Please copy each line of the records below that includes the word "Pipeline".

• Records from a data source

※

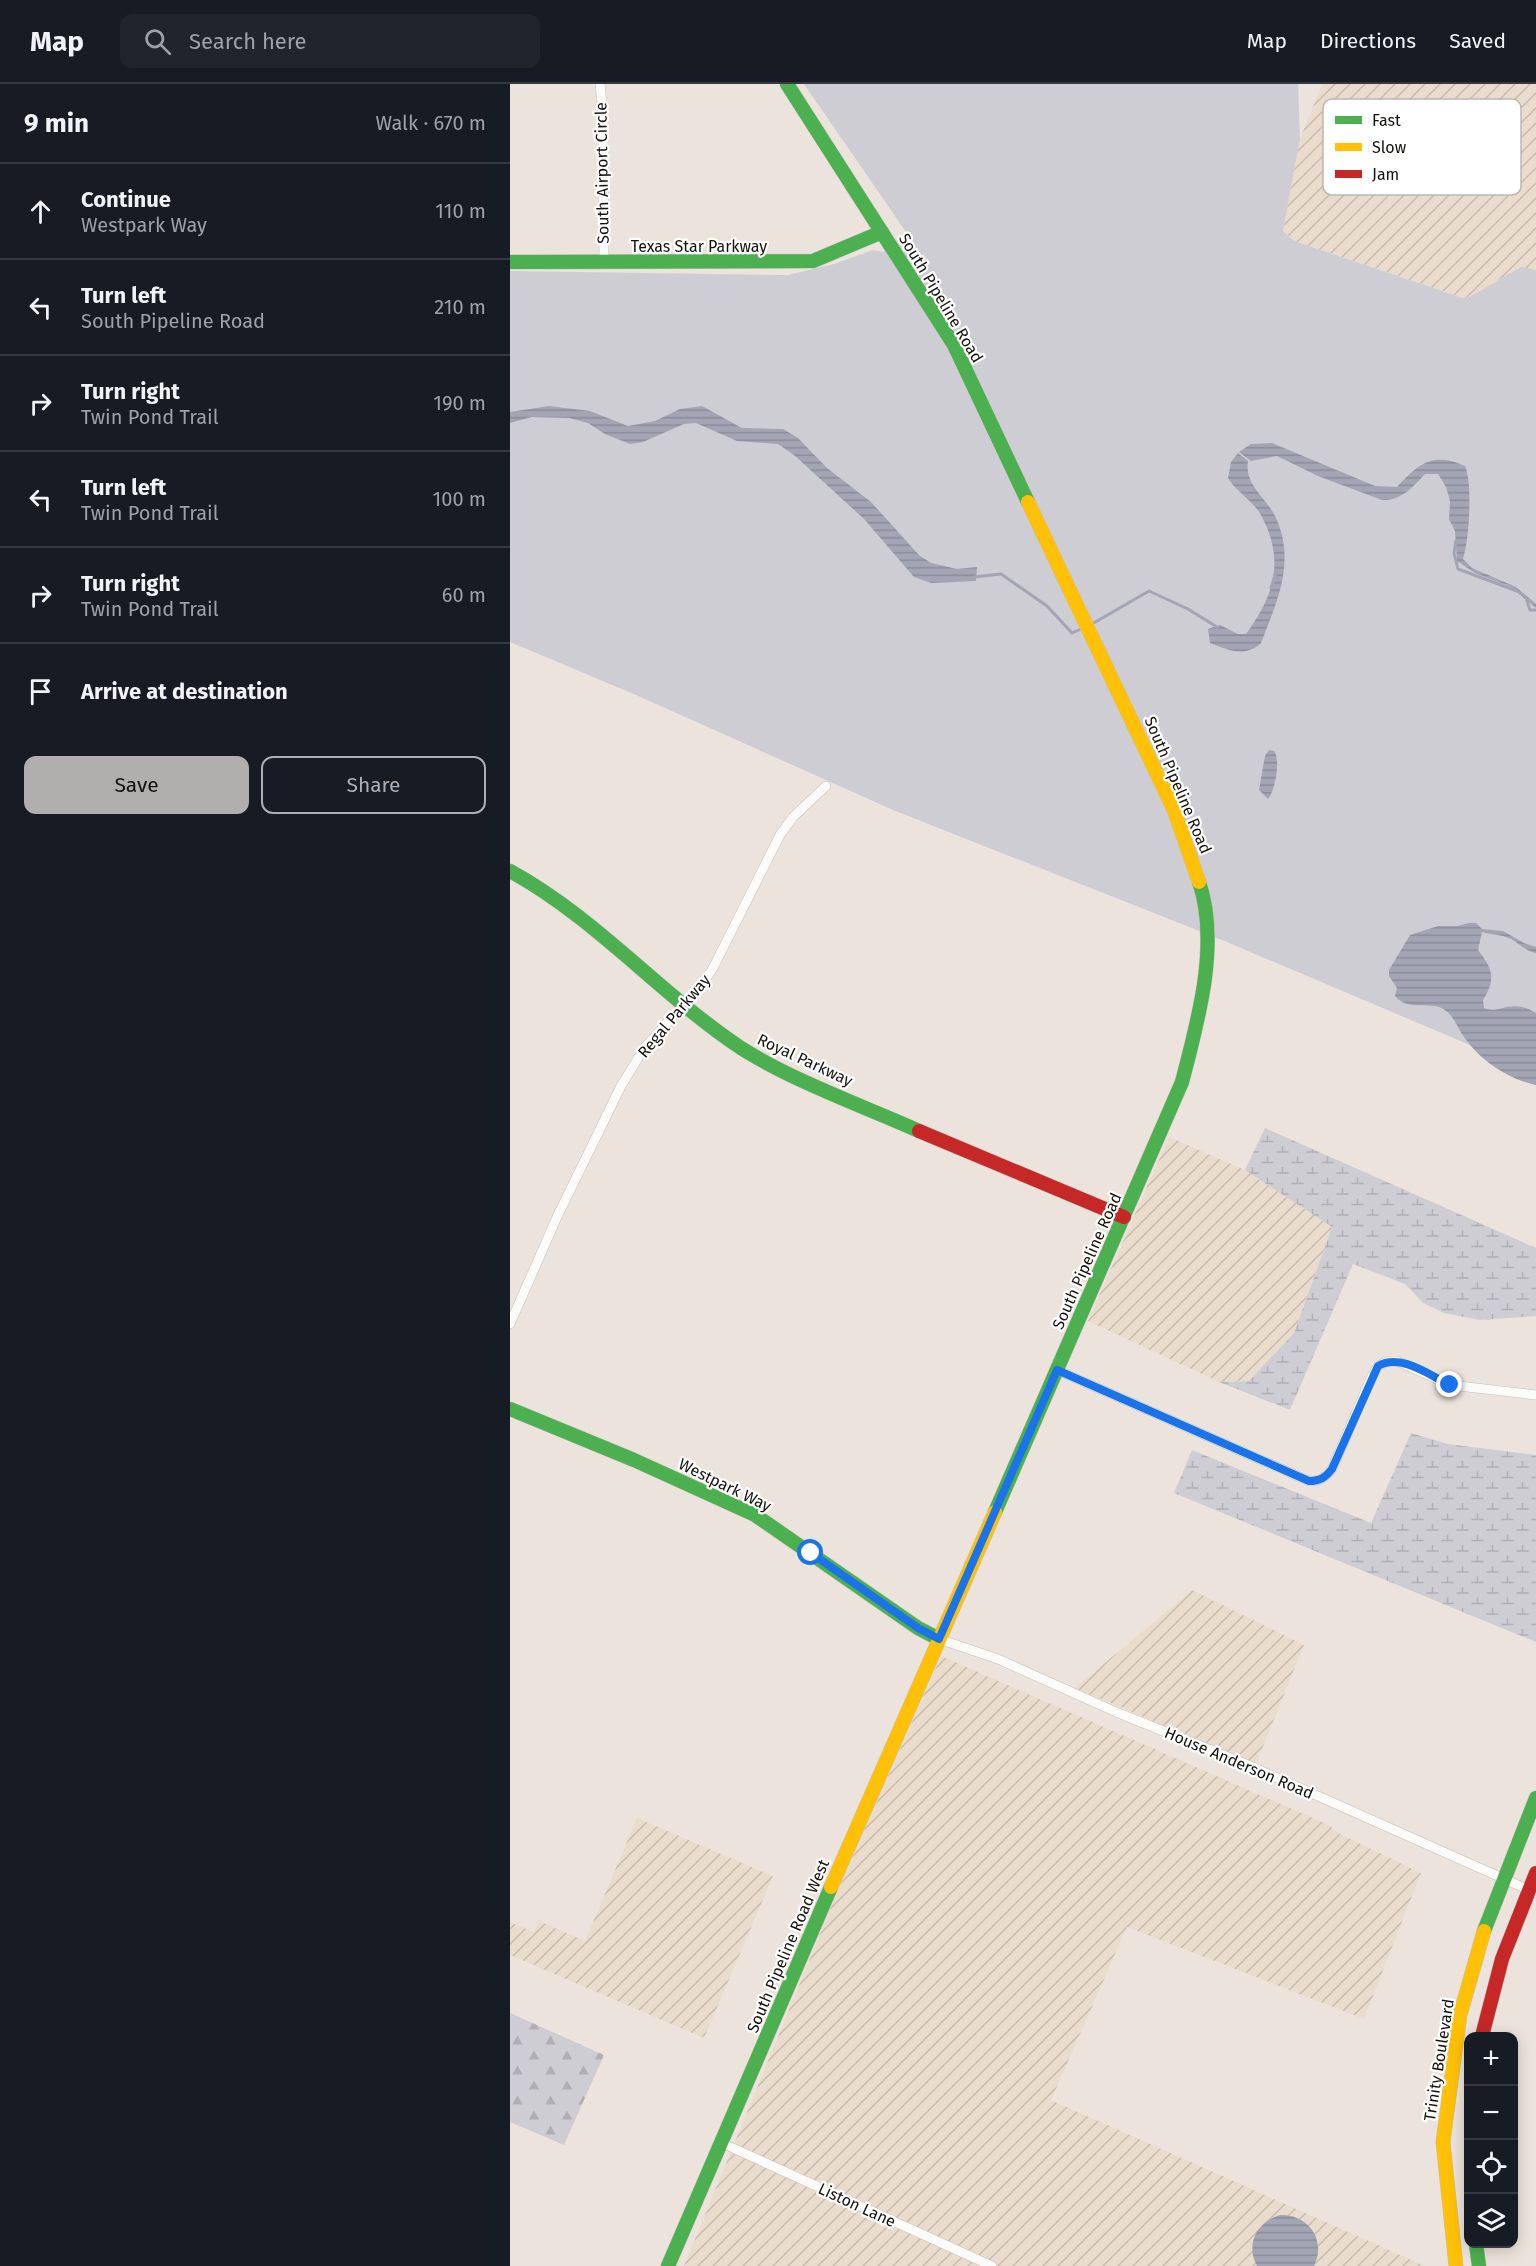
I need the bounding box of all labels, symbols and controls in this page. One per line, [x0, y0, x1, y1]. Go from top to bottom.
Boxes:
search box [120, 14, 540, 68]
text: Map [30, 25, 84, 58]
icon: search [141, 25, 174, 58]
text: Search here [189, 28, 307, 55]
text: Map [1247, 28, 1287, 54]
text: Directions [1320, 28, 1416, 54]
text: Saved [1449, 28, 1506, 54]
legend [1323, 99, 1521, 195]
street label: South Airport Circle [591, 102, 613, 244]
text: 9 min [24, 108, 89, 139]
text: Walk · 670 m [376, 111, 486, 135]
text: Fast [1372, 111, 1401, 130]
text: Slow [1372, 138, 1407, 157]
text: Jam [1372, 165, 1399, 184]
text: Continue [81, 186, 171, 213]
icon: ahead [24, 195, 57, 228]
text: 110 m [435, 199, 486, 223]
text: Westpark Way [81, 213, 207, 237]
street label: South Pipeline Road [895, 230, 987, 366]
street label: Texas Star Parkway [631, 237, 767, 256]
text: Turn left [81, 282, 166, 309]
icon: left [24, 291, 57, 324]
text: 210 m [434, 295, 486, 319]
text: South Pipeline Road [81, 309, 265, 333]
text: Turn right [81, 378, 180, 405]
icon: right [24, 387, 57, 420]
text: 190 m [433, 391, 486, 415]
text: Twin Pond Trail [81, 405, 219, 429]
text: Turn left [81, 474, 166, 501]
icon: left [24, 483, 57, 516]
text: 100 m [433, 487, 486, 511]
text: Twin Pond Trail [81, 501, 219, 525]
text: Turn right [81, 570, 180, 597]
icon: right [24, 579, 57, 612]
text: 60 m [442, 583, 486, 607]
text: Twin Pond Trail [81, 597, 219, 621]
icon: arrive [24, 675, 57, 708]
text: Arrive at destination [81, 678, 288, 705]
street label: South Pipeline Road [1140, 714, 1216, 856]
button: Save [24, 756, 249, 814]
button: Share [261, 756, 486, 814]
street label: Regal Parkway [634, 970, 714, 1061]
street label: Royal Parkway [754, 1030, 856, 1090]
street label: South Pipeline Road [1048, 1190, 1126, 1332]
route end [1436, 1371, 1462, 1397]
street label: Westpark Way [676, 1454, 775, 1516]
route start [797, 1539, 823, 1565]
street label: House Anderson Road [1162, 1723, 1316, 1803]
street label: South Pipeline Road West [743, 1856, 833, 2036]
street label: Trinity Boulevard [1420, 1998, 1458, 2122]
map controls [1464, 2032, 1518, 2248]
button: + [1464, 2032, 1518, 2086]
button: − [1464, 2086, 1518, 2140]
button: locate [1464, 2140, 1518, 2194]
street label: Liston Lane [815, 2179, 899, 2231]
button: layers [1464, 2194, 1518, 2248]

※

• TASK OUTPUT
street label: South Pipeline Road [895, 230, 987, 366]
text: South Pipeline Road [81, 309, 265, 333]
street label: South Pipeline Road [1140, 714, 1216, 856]
street label: South Pipeline Road [1048, 1190, 1126, 1332]
street label: South Pipeline Road West [743, 1856, 833, 2036]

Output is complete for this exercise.